Voilà plus de dix ans que l'on négocie sur les institutions, que l'on a d'ailleurs abusivement confondues avec l'Europe politique. Les institutions ne sont qu'un instrument – certes important – au service des politiques européennes et du projet européen.
Le traité respecte le mandat donné par le Conseil européen de juin 2007, celui d'un traité minimal. Nous avons donc satisfaction sur ce point, même si nous aurions, bien sûr, apprécié plus d'ambition sur la question sociale et sur la gouvernance économique de l'Union. Je ne reviens pas sur ce que Jean-Marc Ayrault et Pierre Moscovici ont dit à ce sujet.
Mais malgré ses insuffisances et ses imperfections, ce traité modificatif doit être approuvé, car il permettra à l'Europe de mieux fonctionner en se dotant notamment d'une présidence stable et d'un responsable unique pour la politique étrangère, la défense et l'aide au développement. La charte des droits fondamentaux, avancée remarquable obtenue sous présidence française en 2000, devient obligatoire pour tous les pays sauf le Danemark et le Royaume-Uni. Une base juridique existe enfin pour une directive sur les services publics – encore faudra-t-il la proposer. Les décisions seront rendues plus faciles grâce à la règle de la double majorité et l'extension du champ des décisions prises à la majorité. Enfin, des pouvoirs nouveaux sont attribués au Parlement européen ainsi qu'aux parlements nationaux.
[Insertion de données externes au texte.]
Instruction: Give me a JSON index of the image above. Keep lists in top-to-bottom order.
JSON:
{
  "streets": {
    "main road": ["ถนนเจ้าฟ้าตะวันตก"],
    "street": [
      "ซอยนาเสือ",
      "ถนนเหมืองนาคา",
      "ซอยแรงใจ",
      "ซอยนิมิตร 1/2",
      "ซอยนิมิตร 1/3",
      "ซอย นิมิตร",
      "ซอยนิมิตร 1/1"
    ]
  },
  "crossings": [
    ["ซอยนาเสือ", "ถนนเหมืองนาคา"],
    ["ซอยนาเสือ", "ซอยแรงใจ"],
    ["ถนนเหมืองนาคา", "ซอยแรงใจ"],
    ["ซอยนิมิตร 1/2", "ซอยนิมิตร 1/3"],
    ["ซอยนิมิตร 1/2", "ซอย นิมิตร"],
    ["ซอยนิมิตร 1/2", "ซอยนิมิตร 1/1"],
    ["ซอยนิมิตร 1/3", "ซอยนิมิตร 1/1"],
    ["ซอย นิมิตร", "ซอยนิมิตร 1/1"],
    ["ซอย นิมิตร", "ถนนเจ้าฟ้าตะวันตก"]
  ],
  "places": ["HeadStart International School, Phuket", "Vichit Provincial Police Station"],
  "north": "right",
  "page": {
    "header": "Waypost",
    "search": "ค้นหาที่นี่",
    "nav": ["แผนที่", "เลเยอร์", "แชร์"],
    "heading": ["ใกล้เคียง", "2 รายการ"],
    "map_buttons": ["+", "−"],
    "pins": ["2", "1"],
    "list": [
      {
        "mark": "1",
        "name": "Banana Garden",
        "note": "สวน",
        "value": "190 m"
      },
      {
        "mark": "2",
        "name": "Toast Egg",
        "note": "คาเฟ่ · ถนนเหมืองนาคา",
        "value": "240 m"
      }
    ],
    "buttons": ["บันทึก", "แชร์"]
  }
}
Par ailleurs, le projet de loi de révision constitutionnelle est un préalable nécessaire à la ratification. Il ne faut donc pas faire obstacle à son adoption.
C'est en effet un impératif juridique rendu incontournable par la décision du Conseil constitutionnel du 20 décembre 2007.
Il est en outre naturel de supprimer de la Constitution les références au TCE, désormais caduques, et de procéder aux révisions nécessaires, déjà énumérées par Mme la garde des sceaux.
Deux nouveaux articles sont exemplaires des avancées qu'apporte le traité de Lisbonne en matière de démocratie : l'article 88-6 permet à l'Assemblée nationale ou au Sénat d'être les garants de la subsidiarité, et l'article 88-7 offre au Parlement le droit de s'opposer à la révision simplifiée des traités ou à certaines dispositions dans le domaine de la coopération judiciaire civile.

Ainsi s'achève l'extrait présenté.